Metapos.id, Jakarta – Gerhana Matahari Total akan menghiasi langit pada Rabu, 12 Agustus 2026, tetapi fenomena langka tersebut tidak dapat disaksikan secara langsung dari Indonesia. BMKG menjelaskan jalur Gerhana Matahari Total tidak melintasi wilayah Indonesia dan sebagian besar prosesnya berlangsung ketika Indonesia berada dalam waktu malam.
Gerhana Matahari Total terjadi ketika Matahari, Bulan, dan Bumi berada hampir segaris sehingga Bulan menutupi seluruh piringan Matahari dari sudut pandang wilayah tertentu. Wilayah yang berada di bawah bayangan inti Bulan atau umbra akan mengalami fase total, sedangkan daerah yang terkena penumbra hanya menyaksikan gerhana sebagian.

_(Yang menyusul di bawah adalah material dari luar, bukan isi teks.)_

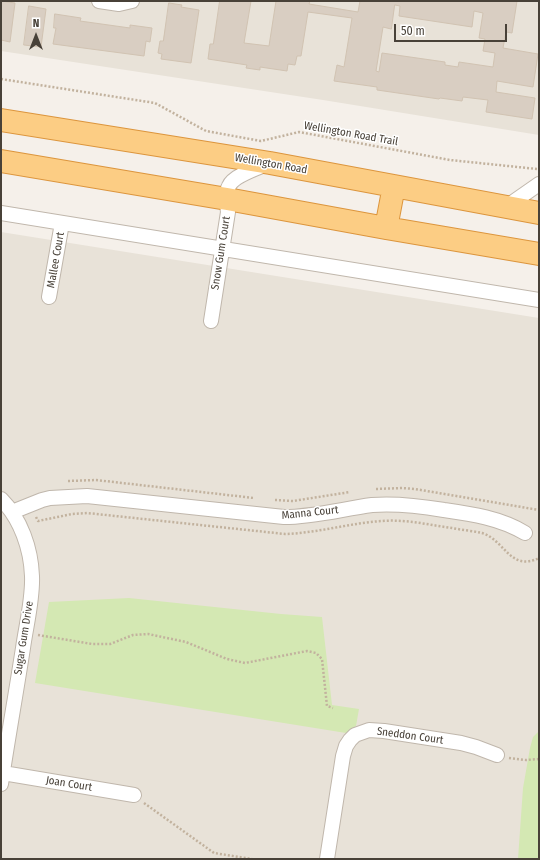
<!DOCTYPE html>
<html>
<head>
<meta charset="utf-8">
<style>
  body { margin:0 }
  #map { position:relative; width:540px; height:860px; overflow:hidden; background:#f5f0ea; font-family:"Fira Sans Condensed",sans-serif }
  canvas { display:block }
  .frame { position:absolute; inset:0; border:2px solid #484138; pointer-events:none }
  .north { position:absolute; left:16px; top:16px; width:40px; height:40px; -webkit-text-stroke:3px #fff; paint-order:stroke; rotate:0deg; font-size:11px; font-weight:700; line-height:16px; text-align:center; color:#484138 }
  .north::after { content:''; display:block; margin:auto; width:14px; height:18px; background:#484138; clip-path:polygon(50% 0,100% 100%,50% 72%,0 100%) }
  .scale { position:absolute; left:394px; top:24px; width:113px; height:18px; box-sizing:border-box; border:2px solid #484138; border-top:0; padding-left:5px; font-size:12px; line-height:14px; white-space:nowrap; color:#484138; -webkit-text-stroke:3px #fff; paint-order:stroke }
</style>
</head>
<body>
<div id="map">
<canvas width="540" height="860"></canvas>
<div class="frame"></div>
<div class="north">N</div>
<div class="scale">50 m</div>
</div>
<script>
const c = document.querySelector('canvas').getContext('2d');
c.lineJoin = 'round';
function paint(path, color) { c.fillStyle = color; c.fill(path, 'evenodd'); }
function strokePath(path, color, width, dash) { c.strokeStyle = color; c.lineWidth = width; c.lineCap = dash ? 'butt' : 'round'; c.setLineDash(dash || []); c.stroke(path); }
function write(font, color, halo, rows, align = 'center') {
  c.font = font + ' "Fira Sans Condensed",sans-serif'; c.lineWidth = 3; c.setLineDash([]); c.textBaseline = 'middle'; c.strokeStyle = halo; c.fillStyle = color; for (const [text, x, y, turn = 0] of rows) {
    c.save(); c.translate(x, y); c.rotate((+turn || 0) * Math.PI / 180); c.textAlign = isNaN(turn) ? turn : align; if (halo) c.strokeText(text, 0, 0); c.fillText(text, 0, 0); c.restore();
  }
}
paint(new Path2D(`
  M1,1H539V135L323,100L1,51Z
  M1,232L539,318V859H1Z`), '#e8e2d8');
paint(new Path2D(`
  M129,598L281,614L322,617L332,705L359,709L356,726L346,733L35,683L49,602Z
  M539,731V859H518L523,788L530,748L533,737Z`), '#d4e8b3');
const building = new Path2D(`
  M1,1L15,3L10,42L1,40Z
  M220,1H251L244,43L269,46L276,1H310L309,4L358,12L360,1H517L512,33L506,32L503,48L538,54L533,87L497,81L496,92L535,98L532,119L486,112L488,100L463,97L462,101L440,98L439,99L377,90V87L334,81L337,65L344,67L352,18L308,12L301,56H297L295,65L288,64L287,71L260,67V70L246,68L247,65L208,59L210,44H213ZM395,5L400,6L399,16L472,27L474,11L483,13L479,38L485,39L483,51L495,53L493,67L459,62L458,67L445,65V62L382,53L379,72L376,71L383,27L391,29Z
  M169,3L182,5L181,7L199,10L191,63L161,59L162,54L158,53L160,41H163Z
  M29,6L46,9L41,47L24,45Z
  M55,14L81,18L80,21L130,28V25L152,28L150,42L146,41L144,56L53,44L56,28H54Z`);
paint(building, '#d9cec2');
strokePath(building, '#d1c3b2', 1);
const minor = new Path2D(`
  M99,1L119,4L132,1
  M506,207L539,184
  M1,213L539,300
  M49,297L62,223
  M211,321L228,212C227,204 225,194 229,186C233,176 257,168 267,164
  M1,499C21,519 31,549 32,576C33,599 26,626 23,648C16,693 8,738 1,784
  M12,512L42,500L50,498L87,496L284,517C314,517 342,509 372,505C396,503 420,506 444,510C472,514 500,518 525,533
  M3,773L134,795
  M327,859L343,756L346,746L350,740L355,735L369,730L384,731L461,743L476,747L497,755`);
const trunk = new Path2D(`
  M1,120L270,163L539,213
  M1,161L227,199L386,228L539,254
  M386,228L394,186`);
strokePath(minor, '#c0b7ac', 16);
strokePath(trunk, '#dc953d', 24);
strokePath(new Path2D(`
  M1,79L155,103L206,131L261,141L299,132L450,160L537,169
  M68,481L96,480L254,498
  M376,489L402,488L415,489L539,510
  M275,500L293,501L350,492
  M36,517L38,521L72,514L87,513L285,534C318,533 350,523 382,521C406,519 429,525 452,528C462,530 473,531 482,533C505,540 510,572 539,558
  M38,635L92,644H110L133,635L148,634L186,642L227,659L245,663L307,651L316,653L322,659L327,706L333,708
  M509,758L526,760L539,759
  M144,803L214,853L252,859`), '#c2b29e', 2.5, [2, 2]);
strokePath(minor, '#fff', 14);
strokePath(trunk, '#fccd84', 22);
write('11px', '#484138', '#fff', [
  ["Wellington Road Trail",351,134,10],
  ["Wellington Road",271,164,10],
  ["Snow Gum Court",221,253,-81],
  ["Mallee Court",56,260,-80],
  ["Manna Court",310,513,-6],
  ["Sugar Gum Drive",24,638,-81],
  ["Sneddon Court",410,736,8],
  ["Joan Court",69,784,9]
]);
</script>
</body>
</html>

Menurut BMKG, jalur bayangan Bulan pada Gerhana Matahari Total 12 Agustus 2026 berada jauh di utara khatulistiwa. Jalur totalitas akan melintasi sejumlah wilayah seperti Greenland, Islandia, Rusia bagian utara, serta Spanyol, sementara sebagian kawasan Eropa, Afrika barat laut, dan Amerika Utara dapat mengalami gerhana sebagian.
Secara global, fase gerhana sebagian dimulai sekitar pukul 15.34 UT atau 22.34 WIB pada 12 Agustus 2026. Fase total dimulai sekitar 16.57 UT, sedangkan puncak gerhana berlangsung sekitar pukul 17.45 UT atau 00.45 WIB pada 13 Agustus 2026.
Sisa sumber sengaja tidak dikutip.